Origine et histoire de l'Église Saint-Louis
L'église Saint-Louis de La Roche-sur-Yon a été conçue dans le cadre de la fondation napoléonienne de la ville en 1804. Sa construction, financée par les décrets de 1808, débuta en 1809 sous la direction de l'architecte Simon Vallot, puis fut reprise par l'ingénieur Duvivier en 1813. Les plans initiaux s'inspiraient des basiliques romaines et des premières églises chrétiennes, comme Saint-Philippe-du-Roule. Malgré des restrictions budgétaires après 1815, Duvivier conserva les éléments principaux et proposa une façade monumentale en 1822. L'ingénieur Viollet acheva la construction, notamment en réalisant un berceau lambrissé en bois de chêne.
L'église fut consacrée en 1830 sous le nom de Saint-Louis, alors que la ville portait le nom de Bourbon-Vendée. Les travaux, inachevés faute de fonds, reprirent en 1850 sous la direction d'Edmond Humblot et s'achevèrent en 1859. L'édifice, emblématique de l'architecture néoclassique, fut classé Monument Historique en 1982. Il a subi des restaurations extérieures entre 1999 et 2004, et des travaux de rénovation ont été lancés en 2017 pour une durée de dix ans.
L'architecture extérieure néoclassique se distingue par un portique de six colonnes toscanes surmonté d'un fronton triangulaire, et deux clochers carrés de 33,5 mètres.
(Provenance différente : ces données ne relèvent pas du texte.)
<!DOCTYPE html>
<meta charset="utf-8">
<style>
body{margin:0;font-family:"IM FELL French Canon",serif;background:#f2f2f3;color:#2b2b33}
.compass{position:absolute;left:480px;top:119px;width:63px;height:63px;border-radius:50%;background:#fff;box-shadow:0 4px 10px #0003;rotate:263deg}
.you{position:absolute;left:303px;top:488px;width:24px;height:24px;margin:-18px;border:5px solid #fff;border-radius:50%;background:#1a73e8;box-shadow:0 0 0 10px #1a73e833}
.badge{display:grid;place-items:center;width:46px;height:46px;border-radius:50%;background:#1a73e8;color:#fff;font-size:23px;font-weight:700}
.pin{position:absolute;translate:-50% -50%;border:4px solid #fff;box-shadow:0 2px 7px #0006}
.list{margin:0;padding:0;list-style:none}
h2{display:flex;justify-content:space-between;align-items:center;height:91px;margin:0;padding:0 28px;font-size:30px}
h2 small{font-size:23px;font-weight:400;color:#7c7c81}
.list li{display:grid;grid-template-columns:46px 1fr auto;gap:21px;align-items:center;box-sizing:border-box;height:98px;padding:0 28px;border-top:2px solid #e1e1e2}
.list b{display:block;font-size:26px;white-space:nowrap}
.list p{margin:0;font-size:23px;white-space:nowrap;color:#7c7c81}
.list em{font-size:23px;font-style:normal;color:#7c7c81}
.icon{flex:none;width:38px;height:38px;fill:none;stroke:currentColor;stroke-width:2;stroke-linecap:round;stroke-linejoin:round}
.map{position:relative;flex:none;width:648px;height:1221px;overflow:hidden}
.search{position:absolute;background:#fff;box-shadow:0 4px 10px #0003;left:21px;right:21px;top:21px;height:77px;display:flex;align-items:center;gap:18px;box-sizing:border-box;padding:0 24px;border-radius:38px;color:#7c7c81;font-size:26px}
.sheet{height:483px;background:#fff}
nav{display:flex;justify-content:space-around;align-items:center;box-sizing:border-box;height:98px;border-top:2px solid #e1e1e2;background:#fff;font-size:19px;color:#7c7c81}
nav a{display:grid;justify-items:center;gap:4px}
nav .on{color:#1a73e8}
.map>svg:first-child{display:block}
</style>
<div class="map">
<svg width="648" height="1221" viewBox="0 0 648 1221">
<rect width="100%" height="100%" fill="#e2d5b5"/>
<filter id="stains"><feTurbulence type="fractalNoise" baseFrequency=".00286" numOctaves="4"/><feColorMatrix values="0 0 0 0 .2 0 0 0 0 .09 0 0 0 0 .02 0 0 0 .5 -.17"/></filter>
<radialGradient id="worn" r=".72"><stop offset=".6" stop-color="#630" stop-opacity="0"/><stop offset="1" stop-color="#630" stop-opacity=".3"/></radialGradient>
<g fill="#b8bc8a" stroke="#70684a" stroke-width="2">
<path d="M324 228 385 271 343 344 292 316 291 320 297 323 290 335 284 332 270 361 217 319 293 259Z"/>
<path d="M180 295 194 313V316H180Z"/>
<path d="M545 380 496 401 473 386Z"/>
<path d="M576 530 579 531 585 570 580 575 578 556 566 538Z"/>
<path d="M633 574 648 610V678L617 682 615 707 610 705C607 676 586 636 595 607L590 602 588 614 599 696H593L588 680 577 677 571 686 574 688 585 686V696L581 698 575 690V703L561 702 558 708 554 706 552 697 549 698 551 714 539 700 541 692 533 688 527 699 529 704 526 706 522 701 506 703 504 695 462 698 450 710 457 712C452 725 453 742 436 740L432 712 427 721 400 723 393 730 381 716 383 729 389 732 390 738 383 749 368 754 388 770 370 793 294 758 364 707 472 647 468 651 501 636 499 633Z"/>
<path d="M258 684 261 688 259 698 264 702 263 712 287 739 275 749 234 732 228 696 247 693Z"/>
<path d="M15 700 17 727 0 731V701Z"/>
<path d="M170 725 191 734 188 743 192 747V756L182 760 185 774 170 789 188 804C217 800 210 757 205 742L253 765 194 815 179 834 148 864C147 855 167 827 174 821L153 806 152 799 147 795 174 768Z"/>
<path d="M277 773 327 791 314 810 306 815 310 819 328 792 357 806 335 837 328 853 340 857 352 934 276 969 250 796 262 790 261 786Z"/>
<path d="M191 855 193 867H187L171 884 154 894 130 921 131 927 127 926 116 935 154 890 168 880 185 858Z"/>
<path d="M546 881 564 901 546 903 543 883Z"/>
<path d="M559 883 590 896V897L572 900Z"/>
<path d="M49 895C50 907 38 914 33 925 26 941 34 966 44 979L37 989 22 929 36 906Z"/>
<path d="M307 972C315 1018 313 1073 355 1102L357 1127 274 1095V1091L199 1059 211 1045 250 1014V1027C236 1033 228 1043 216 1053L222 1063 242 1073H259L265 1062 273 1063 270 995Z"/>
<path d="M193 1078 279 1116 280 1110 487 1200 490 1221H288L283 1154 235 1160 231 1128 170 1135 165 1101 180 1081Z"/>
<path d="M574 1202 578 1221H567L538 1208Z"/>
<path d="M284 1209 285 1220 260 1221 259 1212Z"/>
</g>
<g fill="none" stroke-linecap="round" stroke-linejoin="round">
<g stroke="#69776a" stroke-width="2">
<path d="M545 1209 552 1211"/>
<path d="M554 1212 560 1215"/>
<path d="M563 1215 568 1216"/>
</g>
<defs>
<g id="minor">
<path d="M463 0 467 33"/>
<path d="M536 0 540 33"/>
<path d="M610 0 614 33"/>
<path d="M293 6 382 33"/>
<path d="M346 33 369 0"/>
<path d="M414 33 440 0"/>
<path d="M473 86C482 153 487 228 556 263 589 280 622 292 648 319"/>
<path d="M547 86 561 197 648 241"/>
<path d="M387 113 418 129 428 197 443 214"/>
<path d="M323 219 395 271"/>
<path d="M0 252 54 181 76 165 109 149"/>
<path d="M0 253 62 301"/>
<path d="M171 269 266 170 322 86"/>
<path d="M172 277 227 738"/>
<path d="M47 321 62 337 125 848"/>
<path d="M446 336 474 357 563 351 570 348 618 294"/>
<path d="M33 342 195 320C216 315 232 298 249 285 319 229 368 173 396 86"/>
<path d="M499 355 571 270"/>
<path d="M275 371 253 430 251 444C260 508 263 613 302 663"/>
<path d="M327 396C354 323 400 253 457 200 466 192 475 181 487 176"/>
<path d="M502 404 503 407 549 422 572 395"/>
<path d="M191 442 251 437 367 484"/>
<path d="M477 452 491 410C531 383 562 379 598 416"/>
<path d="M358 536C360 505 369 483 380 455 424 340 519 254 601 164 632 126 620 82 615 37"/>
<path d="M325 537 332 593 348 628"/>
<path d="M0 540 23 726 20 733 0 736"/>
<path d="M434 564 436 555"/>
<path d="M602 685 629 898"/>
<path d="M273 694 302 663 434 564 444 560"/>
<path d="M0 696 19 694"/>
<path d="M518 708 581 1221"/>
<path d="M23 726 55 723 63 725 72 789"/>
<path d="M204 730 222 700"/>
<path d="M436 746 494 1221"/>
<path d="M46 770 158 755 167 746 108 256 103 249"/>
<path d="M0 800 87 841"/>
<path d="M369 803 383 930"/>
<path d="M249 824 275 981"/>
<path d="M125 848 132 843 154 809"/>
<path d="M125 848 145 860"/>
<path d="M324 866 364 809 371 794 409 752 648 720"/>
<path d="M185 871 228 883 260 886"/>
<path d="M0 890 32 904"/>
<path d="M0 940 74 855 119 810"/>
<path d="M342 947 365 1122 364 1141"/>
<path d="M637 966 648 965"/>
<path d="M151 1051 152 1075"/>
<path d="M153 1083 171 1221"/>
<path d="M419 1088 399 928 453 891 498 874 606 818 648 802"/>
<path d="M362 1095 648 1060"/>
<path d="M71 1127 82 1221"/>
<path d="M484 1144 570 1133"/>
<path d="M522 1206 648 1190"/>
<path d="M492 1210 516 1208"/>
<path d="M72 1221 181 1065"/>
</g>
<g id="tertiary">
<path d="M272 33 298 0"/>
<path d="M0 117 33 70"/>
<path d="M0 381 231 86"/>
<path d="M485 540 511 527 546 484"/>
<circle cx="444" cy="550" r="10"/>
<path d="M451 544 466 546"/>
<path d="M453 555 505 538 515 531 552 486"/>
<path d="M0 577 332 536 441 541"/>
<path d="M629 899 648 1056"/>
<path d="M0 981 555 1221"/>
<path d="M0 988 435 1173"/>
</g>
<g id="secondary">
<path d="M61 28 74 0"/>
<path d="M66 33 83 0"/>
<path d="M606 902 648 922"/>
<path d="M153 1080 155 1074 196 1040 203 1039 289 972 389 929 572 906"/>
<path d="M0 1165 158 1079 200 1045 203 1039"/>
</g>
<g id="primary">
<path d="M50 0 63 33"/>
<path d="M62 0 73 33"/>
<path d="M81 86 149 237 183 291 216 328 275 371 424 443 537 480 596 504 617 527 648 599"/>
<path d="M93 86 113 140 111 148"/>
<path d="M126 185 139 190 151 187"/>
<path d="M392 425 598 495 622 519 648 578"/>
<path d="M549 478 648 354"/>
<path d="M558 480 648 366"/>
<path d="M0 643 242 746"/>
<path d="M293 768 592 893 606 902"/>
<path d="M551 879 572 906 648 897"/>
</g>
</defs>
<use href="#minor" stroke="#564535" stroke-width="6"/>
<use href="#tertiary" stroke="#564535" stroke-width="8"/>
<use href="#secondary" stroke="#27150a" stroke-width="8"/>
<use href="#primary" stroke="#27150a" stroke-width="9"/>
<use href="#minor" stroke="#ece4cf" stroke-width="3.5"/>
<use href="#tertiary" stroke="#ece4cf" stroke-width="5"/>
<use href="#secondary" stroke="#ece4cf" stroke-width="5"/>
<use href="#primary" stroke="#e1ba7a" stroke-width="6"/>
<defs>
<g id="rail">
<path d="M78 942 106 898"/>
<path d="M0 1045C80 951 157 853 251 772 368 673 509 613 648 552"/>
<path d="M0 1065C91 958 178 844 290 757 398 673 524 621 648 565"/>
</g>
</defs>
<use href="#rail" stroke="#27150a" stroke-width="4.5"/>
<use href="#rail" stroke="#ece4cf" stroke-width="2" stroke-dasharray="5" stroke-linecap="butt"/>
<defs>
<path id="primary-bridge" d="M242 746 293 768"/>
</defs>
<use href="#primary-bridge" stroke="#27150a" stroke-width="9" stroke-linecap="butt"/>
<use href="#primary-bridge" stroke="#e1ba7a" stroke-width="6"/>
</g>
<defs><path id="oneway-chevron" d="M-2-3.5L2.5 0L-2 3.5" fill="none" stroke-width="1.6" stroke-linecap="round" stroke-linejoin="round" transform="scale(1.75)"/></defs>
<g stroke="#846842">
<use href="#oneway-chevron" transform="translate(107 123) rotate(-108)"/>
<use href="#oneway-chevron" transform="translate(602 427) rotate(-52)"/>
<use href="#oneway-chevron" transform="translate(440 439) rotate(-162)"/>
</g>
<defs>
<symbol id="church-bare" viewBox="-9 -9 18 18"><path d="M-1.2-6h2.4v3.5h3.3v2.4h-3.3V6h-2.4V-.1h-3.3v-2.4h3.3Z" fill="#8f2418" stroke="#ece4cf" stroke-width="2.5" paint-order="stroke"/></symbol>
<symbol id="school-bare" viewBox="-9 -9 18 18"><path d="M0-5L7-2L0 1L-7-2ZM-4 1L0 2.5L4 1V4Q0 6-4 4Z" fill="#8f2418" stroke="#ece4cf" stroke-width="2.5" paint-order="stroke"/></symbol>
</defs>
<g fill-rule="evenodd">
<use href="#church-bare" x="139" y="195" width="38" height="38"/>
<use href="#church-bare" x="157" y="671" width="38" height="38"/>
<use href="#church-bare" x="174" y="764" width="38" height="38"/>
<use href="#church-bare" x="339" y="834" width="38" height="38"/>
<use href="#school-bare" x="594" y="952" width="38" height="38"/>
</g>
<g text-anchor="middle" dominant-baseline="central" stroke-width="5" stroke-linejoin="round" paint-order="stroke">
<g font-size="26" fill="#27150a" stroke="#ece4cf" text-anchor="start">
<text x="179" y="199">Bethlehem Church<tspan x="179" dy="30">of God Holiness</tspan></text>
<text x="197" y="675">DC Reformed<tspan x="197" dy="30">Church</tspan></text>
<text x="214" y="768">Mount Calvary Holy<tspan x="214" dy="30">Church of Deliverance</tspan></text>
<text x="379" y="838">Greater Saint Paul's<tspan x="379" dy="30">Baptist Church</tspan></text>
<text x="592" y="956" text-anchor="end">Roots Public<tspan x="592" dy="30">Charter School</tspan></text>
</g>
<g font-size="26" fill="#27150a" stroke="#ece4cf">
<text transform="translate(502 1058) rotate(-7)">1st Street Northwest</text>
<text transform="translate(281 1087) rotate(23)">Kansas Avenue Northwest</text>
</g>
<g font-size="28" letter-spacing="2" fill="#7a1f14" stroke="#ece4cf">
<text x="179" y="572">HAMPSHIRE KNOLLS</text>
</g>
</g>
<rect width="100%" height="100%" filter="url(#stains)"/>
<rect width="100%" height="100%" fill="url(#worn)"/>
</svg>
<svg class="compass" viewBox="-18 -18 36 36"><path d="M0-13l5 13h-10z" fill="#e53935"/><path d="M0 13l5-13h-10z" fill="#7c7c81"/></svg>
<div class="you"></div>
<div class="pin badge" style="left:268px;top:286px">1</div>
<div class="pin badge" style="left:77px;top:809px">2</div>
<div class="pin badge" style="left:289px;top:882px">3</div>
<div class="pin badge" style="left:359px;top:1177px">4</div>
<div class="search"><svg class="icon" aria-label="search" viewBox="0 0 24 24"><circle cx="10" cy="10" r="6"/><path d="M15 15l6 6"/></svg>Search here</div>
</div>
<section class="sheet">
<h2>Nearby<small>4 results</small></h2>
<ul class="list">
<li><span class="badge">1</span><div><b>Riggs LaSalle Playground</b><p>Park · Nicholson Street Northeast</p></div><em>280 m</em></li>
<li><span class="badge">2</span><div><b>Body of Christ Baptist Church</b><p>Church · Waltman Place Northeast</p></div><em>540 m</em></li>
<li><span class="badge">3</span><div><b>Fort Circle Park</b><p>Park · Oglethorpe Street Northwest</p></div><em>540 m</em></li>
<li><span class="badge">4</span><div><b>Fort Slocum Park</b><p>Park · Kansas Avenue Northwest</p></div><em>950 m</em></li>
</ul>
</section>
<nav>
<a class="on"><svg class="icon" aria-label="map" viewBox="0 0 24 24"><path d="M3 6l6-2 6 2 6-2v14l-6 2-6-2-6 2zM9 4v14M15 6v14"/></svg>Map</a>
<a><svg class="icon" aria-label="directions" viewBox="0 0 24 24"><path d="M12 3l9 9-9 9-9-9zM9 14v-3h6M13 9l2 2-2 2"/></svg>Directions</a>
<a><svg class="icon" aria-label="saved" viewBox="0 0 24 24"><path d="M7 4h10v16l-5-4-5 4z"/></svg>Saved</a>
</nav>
À l'intérieur, un péristyle corinthien supporte une voûte lambrissée en berceau, ornée de caissons en bois et de rosaces en trompe-l'œil. La voûte de l'abside, entièrement peinte, intègre une gloire avec le tétragramme. Les dimensions imposantes (72 m de longueur, 51 m de largeur avec les chapelles) en font la plus grande église de Vendée.
Le décor intérieur combine trompe-l'œil, vitraux et sculptures. Les vitraux, réalisés entre 1872 et 1875 par Lusson et Lefèvre, illustrent des scènes bibliques et des saints, tandis que les peintures incluent un chemin de croix monumental et un monument aux morts de 1926. Les chapelles latérales, comme celle de la Vierge (abritant une statue du XIVe siècle) ou celle de Saint-Lienne (contenant 183 reliques), ajoutent une dimension historique et spirituelle. L'église intègre aussi des symboles républicains, comme des vitraux aux couleurs nationales.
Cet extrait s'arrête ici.